● ACTION ITEM: Could you write out the lines below exactly, beginning with the first and finishing with the one that contains "margin:0; font-family:Delius,sans-serif; background:var(--page);"?

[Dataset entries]
● ● ●
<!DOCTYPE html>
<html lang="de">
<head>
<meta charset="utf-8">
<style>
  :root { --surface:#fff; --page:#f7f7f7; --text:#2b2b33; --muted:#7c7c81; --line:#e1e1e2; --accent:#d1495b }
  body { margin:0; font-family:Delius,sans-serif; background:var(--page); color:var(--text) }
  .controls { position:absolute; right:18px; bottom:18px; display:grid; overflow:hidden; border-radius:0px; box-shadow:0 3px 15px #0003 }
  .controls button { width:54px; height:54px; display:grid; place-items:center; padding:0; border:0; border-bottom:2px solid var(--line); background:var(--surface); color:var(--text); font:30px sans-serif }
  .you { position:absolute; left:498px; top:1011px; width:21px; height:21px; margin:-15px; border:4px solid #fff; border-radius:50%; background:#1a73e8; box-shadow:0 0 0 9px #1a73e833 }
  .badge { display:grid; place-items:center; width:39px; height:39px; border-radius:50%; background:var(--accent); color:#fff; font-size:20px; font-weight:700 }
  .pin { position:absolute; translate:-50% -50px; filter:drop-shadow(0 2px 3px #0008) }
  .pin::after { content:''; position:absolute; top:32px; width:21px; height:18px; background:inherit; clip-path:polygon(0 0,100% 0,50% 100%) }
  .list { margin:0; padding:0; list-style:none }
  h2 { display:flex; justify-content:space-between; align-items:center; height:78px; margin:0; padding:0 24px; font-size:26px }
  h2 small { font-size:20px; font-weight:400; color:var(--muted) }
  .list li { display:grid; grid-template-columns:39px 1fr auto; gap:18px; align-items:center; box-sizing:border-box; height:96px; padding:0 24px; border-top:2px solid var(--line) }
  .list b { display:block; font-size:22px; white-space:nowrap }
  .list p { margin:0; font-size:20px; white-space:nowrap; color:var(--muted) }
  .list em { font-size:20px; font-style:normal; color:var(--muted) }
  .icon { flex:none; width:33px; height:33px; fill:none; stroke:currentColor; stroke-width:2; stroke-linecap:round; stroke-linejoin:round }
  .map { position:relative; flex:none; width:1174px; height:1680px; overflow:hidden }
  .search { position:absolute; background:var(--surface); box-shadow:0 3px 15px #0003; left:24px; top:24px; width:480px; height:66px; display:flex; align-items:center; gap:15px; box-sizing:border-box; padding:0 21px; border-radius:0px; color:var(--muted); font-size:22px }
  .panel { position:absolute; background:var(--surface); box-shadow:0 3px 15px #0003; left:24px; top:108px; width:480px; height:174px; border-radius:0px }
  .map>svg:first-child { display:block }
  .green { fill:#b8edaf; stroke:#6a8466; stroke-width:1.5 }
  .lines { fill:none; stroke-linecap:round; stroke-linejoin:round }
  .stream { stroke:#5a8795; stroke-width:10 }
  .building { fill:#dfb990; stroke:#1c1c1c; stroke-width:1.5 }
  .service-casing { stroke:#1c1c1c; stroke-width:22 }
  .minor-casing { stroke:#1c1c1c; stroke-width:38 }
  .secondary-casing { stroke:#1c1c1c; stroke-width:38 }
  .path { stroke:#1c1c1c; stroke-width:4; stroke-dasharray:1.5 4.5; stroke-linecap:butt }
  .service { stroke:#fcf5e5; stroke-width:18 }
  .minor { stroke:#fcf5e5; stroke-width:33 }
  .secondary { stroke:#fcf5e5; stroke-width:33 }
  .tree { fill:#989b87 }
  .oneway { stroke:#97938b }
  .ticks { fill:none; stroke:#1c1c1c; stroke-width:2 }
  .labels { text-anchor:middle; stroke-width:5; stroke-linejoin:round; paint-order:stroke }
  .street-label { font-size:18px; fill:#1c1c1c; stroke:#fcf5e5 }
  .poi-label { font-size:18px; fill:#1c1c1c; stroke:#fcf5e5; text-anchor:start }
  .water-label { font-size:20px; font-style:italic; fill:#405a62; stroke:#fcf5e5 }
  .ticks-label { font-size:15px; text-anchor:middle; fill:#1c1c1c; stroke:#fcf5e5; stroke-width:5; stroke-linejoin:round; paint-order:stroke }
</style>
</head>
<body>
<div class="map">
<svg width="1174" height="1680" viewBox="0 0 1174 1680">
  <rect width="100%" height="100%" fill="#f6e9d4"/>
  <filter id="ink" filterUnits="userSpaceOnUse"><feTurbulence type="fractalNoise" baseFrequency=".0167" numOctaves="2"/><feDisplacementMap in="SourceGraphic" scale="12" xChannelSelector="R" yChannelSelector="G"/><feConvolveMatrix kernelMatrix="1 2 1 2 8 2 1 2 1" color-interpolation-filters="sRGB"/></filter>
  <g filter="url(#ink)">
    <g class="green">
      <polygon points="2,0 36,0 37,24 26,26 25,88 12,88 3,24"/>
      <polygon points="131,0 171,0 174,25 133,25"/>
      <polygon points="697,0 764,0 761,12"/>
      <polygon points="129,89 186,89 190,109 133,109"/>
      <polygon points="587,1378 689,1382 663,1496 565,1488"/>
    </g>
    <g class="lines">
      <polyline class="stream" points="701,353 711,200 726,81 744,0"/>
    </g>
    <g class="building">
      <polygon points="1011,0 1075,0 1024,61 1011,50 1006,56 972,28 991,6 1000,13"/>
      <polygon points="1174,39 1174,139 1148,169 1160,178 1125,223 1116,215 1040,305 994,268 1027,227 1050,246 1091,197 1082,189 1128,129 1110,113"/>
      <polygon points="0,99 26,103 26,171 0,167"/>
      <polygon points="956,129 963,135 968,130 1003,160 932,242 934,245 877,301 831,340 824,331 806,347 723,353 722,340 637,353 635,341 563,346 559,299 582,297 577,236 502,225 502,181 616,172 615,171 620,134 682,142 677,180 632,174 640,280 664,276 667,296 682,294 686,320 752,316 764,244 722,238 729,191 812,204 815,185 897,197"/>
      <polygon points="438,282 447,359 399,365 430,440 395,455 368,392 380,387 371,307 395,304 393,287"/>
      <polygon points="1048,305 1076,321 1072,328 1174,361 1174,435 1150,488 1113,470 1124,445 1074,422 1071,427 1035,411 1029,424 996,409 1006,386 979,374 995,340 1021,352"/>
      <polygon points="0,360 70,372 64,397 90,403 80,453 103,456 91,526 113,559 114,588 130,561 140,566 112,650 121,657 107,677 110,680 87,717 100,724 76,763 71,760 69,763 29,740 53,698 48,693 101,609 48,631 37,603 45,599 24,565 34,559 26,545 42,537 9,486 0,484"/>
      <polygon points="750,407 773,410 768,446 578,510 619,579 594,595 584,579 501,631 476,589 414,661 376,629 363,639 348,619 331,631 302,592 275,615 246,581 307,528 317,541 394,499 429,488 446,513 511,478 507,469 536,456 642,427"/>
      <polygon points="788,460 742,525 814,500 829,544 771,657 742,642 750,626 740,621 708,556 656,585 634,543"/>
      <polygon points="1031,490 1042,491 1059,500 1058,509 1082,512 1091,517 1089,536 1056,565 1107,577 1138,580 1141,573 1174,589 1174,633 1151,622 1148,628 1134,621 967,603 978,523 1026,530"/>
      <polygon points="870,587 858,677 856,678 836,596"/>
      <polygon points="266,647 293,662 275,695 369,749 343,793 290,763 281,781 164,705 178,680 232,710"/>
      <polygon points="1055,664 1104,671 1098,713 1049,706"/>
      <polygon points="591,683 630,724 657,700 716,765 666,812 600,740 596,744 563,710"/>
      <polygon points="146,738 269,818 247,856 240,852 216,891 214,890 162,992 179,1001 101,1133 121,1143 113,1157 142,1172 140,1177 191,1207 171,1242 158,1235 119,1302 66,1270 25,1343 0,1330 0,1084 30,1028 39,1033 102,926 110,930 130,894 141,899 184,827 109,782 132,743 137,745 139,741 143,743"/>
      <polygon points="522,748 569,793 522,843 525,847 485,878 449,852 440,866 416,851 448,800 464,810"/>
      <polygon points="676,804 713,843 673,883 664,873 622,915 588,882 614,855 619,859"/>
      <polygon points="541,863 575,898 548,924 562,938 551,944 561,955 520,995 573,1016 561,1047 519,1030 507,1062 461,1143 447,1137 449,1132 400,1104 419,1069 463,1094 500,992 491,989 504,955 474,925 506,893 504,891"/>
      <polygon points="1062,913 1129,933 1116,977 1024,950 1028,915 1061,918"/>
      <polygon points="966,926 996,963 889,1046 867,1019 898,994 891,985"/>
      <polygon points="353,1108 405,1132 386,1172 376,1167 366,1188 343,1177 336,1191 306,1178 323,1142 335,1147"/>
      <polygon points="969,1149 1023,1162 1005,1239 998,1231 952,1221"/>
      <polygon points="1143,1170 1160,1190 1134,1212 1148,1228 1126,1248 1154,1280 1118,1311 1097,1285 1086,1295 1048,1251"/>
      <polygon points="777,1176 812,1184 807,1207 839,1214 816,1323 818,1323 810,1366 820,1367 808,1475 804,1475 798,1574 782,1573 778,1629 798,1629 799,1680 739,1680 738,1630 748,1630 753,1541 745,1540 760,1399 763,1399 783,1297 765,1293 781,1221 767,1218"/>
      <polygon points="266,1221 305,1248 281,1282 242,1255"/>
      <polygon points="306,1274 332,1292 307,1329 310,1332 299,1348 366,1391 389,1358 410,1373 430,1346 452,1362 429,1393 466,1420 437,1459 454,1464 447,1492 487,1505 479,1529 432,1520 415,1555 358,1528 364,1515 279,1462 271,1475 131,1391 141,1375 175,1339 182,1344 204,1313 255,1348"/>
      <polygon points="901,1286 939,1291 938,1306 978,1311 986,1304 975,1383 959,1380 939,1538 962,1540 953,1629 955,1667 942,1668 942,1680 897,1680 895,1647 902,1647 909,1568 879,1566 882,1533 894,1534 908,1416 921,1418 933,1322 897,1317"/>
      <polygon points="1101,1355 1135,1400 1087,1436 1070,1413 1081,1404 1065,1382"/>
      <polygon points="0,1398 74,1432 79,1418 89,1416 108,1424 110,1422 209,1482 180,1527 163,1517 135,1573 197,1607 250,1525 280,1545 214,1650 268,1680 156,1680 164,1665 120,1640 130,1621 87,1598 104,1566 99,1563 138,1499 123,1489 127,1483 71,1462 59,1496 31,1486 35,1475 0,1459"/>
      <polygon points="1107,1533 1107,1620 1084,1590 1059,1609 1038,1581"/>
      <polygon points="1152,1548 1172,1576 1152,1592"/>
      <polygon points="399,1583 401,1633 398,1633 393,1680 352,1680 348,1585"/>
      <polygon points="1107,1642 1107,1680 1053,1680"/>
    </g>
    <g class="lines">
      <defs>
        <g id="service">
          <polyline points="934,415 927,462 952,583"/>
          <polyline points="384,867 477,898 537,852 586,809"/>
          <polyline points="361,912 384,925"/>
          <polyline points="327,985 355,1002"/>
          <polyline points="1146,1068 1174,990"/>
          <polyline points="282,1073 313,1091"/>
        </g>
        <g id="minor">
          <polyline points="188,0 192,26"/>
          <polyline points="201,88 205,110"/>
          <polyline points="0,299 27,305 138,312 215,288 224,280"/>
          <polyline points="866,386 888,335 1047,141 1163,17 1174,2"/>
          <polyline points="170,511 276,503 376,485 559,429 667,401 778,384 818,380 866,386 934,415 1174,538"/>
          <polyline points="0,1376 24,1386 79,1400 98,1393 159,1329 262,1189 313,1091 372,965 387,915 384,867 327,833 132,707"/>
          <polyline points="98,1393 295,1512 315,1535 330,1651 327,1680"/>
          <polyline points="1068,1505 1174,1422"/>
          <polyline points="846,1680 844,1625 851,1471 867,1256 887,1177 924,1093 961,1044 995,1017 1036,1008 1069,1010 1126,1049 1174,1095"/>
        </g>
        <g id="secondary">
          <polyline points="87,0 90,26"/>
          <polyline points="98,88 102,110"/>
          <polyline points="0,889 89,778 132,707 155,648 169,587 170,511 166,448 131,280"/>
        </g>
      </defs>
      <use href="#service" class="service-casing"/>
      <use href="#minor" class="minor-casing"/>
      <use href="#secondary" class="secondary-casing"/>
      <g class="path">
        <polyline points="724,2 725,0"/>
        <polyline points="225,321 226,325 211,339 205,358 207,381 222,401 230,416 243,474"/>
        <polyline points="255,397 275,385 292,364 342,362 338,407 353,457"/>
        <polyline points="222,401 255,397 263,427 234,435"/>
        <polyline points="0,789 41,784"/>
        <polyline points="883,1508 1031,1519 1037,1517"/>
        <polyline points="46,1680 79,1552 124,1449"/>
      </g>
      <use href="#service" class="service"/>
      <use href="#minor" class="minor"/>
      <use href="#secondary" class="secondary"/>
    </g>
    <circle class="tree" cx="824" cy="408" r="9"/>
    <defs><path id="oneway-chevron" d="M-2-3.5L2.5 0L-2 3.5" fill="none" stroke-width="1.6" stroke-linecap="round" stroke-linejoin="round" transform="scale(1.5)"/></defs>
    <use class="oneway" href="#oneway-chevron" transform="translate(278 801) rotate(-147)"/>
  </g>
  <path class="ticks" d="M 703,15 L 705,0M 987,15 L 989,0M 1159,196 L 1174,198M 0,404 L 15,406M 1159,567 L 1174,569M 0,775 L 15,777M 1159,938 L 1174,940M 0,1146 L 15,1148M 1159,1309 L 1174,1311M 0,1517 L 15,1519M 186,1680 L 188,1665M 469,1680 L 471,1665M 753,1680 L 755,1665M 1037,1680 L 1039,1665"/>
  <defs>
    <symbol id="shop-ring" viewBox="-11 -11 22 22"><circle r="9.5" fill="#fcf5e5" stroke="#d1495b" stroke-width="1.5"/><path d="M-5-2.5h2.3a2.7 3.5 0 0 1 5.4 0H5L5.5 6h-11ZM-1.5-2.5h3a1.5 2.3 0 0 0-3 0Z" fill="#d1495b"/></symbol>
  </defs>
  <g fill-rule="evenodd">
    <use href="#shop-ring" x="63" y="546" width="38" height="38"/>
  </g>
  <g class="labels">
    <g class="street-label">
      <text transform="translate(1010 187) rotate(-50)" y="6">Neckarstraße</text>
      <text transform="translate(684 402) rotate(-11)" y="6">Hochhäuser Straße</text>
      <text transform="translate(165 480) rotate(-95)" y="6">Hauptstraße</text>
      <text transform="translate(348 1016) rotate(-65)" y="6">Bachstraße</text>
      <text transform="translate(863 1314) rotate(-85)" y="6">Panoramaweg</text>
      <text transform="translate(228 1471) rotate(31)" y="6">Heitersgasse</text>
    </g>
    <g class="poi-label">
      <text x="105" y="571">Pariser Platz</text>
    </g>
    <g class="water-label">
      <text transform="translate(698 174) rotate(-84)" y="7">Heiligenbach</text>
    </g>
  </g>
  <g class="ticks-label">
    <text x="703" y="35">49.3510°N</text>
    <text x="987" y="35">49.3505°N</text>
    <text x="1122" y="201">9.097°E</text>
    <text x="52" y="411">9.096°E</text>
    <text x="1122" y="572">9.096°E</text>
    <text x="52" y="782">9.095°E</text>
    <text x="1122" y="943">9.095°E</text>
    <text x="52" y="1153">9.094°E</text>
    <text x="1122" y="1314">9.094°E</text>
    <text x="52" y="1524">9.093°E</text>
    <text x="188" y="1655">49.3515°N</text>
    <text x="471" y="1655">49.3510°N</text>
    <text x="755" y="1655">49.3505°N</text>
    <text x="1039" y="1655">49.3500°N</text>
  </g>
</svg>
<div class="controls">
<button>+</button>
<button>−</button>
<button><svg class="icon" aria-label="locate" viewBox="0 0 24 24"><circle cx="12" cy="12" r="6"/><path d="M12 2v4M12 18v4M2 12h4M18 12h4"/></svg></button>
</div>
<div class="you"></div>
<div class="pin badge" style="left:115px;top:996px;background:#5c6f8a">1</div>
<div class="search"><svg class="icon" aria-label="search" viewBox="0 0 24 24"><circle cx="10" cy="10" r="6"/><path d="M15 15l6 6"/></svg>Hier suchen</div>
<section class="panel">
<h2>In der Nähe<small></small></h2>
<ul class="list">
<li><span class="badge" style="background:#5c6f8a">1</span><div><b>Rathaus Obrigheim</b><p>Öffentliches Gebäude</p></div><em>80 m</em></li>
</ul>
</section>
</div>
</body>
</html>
● ● ●
● ANSWER FOR THE TASK:
<!DOCTYPE html>
<html lang="de">
<head>
<meta charset="utf-8">
<style>
  :root { --surface:#fff; --page:#f7f7f7; --text:#2b2b33; --muted:#7c7c81; --line:#e1e1e2; --accent:#d1495b }
  body { margin:0; font-family:Delius,sans-serif; background:var(--page); color:var(--text) }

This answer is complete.